§ EXERCISE MATERIALS
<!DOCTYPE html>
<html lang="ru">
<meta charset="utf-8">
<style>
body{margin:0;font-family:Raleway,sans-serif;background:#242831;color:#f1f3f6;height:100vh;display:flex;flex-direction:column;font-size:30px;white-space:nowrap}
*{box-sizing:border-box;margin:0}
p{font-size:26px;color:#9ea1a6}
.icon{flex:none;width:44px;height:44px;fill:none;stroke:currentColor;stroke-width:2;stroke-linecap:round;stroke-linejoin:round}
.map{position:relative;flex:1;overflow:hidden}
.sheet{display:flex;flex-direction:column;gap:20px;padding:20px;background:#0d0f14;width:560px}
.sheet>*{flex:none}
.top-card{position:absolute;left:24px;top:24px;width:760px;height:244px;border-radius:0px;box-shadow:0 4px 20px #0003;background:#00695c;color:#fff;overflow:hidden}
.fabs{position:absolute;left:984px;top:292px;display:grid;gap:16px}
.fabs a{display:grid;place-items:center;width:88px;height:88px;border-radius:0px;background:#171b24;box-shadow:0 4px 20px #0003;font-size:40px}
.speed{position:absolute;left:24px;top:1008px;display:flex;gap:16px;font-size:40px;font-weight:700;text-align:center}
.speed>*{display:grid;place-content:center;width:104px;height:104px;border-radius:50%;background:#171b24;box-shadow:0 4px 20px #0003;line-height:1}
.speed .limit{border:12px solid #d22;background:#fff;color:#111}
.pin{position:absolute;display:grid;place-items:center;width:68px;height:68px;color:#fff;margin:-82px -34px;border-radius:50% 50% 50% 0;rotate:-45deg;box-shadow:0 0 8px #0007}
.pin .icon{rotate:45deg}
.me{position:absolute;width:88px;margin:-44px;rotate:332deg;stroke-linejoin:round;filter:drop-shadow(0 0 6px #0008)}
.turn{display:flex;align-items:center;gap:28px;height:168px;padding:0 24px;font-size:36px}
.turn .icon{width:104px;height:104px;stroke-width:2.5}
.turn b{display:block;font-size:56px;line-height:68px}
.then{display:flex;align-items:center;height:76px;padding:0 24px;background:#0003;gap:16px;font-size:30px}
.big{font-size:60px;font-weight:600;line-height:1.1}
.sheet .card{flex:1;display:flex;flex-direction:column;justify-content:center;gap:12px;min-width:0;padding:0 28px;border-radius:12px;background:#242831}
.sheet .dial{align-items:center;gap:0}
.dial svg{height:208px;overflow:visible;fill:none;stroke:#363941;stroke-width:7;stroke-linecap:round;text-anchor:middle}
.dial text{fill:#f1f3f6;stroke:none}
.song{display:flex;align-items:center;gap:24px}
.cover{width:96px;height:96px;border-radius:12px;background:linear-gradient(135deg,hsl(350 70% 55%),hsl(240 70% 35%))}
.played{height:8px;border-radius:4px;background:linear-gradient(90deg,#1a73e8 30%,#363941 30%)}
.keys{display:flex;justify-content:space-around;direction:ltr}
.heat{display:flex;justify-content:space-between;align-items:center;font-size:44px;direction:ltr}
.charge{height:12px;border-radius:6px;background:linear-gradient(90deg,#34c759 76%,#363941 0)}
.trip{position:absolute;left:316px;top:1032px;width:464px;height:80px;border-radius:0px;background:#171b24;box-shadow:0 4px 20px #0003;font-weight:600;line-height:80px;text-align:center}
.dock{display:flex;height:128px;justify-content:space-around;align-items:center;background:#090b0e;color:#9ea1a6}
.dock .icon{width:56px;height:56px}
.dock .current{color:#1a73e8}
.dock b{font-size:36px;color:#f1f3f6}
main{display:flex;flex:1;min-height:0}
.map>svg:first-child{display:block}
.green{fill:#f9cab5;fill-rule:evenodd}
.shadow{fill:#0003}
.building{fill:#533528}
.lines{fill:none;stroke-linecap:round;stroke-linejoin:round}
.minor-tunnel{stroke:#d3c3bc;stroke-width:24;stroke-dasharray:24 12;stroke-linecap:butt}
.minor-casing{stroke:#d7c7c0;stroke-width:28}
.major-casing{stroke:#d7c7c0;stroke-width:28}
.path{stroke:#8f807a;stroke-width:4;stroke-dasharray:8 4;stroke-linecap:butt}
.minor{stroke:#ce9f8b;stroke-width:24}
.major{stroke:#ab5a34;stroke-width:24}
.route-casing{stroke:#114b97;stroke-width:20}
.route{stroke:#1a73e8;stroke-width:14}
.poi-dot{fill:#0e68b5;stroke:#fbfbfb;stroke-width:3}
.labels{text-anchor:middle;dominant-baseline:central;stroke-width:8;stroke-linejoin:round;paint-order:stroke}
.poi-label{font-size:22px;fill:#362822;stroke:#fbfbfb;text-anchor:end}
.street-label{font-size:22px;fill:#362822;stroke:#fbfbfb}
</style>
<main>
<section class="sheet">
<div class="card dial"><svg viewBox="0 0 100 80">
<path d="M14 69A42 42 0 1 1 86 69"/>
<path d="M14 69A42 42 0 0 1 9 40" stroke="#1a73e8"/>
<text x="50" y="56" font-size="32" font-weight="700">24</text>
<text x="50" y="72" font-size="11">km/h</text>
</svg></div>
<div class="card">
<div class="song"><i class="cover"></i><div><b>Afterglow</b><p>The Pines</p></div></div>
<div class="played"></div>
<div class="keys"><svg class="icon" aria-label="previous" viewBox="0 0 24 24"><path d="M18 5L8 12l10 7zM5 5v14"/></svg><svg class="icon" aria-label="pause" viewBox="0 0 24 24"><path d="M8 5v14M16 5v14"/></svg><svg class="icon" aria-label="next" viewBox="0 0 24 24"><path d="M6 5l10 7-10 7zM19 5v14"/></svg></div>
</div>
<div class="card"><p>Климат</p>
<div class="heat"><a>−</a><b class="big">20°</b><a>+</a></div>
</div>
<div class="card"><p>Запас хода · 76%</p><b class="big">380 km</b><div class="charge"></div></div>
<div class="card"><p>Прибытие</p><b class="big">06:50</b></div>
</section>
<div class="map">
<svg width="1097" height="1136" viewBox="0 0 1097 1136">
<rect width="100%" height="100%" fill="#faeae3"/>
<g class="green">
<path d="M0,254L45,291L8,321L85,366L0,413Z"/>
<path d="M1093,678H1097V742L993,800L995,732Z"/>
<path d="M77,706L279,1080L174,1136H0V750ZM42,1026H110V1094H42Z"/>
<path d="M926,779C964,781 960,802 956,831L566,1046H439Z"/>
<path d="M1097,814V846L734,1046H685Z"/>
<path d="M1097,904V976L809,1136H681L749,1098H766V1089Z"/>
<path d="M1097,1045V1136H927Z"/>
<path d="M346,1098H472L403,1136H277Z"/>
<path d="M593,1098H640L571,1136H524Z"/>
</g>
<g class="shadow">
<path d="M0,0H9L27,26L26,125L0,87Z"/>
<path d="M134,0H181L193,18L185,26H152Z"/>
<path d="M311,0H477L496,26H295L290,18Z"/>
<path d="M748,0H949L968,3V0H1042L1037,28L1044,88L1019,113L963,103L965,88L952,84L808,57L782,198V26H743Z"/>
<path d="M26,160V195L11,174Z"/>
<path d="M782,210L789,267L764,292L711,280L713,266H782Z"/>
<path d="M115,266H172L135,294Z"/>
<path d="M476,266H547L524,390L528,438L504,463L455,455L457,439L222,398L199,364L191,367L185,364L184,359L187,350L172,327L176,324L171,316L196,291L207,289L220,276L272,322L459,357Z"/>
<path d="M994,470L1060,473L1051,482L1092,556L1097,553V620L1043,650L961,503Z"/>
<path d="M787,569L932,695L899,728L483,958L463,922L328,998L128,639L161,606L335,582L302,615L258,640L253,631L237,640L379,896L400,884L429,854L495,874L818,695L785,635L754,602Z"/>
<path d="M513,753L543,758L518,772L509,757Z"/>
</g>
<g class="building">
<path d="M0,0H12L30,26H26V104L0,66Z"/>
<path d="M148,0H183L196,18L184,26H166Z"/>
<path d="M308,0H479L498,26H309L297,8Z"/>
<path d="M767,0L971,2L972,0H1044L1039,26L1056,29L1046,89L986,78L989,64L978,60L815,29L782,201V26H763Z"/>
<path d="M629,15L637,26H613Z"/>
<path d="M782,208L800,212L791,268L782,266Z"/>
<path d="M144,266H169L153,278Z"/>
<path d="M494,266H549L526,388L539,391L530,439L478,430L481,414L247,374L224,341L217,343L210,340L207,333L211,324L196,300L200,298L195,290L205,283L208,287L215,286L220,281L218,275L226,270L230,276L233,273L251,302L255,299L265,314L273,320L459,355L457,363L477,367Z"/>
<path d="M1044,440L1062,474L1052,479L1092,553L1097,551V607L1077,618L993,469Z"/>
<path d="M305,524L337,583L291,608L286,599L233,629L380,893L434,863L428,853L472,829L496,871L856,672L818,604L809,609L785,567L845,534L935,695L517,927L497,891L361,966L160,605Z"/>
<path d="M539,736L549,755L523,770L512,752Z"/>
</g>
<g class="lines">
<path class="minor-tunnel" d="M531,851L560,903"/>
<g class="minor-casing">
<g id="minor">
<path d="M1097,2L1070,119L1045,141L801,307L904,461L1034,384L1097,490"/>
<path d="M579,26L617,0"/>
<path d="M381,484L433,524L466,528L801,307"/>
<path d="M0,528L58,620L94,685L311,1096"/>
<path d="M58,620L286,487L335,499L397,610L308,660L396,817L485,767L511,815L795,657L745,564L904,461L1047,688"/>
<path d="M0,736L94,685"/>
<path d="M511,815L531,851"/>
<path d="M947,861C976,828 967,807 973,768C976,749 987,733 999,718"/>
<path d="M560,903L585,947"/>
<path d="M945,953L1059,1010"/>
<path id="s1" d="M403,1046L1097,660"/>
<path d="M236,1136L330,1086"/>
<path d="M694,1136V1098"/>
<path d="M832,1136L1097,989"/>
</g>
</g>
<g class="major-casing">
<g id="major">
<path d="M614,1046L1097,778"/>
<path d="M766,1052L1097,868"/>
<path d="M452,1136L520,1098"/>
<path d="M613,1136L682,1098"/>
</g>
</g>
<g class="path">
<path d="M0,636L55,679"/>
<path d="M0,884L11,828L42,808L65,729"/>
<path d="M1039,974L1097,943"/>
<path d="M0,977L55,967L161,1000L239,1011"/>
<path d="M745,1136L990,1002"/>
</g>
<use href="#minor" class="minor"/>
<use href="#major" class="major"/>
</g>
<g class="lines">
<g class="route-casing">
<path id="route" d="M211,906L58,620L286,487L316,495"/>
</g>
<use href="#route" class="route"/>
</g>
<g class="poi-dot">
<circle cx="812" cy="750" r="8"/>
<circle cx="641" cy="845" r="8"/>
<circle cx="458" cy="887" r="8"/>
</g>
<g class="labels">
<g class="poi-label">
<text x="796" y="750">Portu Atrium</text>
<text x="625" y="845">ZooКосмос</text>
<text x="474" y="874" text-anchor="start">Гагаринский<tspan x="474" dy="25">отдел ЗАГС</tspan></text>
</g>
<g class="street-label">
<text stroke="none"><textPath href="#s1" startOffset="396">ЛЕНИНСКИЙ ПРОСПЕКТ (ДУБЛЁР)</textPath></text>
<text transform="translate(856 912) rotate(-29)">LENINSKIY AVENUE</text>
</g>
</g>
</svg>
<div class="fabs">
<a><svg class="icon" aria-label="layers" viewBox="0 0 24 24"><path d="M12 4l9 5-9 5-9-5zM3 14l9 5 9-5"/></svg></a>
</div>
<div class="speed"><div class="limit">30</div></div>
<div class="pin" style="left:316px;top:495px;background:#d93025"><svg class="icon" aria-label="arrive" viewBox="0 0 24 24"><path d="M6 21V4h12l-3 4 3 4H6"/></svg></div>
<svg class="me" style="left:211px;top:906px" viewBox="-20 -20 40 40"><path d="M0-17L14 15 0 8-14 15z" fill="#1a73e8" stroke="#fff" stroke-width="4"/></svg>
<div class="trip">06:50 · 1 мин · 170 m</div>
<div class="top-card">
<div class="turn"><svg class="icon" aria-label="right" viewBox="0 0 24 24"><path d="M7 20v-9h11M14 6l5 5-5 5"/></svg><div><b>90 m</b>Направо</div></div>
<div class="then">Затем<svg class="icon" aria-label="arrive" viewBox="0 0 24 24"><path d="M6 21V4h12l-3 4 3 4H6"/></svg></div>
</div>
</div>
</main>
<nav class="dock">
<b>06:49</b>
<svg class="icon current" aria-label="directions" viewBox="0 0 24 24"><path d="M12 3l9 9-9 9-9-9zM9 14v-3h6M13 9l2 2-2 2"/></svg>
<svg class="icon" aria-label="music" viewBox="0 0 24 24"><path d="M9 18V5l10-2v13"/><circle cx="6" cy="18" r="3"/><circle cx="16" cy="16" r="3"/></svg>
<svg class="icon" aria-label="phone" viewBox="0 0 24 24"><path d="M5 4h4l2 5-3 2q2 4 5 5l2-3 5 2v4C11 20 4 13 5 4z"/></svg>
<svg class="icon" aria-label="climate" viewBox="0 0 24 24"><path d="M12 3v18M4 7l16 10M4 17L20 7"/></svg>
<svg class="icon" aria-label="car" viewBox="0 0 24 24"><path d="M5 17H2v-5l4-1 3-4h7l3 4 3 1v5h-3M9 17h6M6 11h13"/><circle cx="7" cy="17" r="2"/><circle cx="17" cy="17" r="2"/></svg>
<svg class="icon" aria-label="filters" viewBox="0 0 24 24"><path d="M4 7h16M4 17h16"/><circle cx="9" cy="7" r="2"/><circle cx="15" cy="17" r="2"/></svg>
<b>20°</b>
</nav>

§ TASK PROMPT
Pull every line containing "linecap" from the entries above and copy it.

§ OUTPUT FOR THIS TASK
.icon{flex:none;width:44px;height:44px;fill:none;stroke:currentColor;stroke-width:2;stroke-linecap:round;stroke-linejoin:round}
.dial svg{height:208px;overflow:visible;fill:none;stroke:#363941;stroke-width:7;stroke-linecap:round;text-anchor:middle}
.lines{fill:none;stroke-linecap:round;stroke-linejoin:round}
.minor-tunnel{stroke:#d3c3bc;stroke-width:24;stroke-dasharray:24 12;stroke-linecap:butt}
.path{stroke:#8f807a;stroke-width:4;stroke-dasharray:8 4;stroke-linecap:butt}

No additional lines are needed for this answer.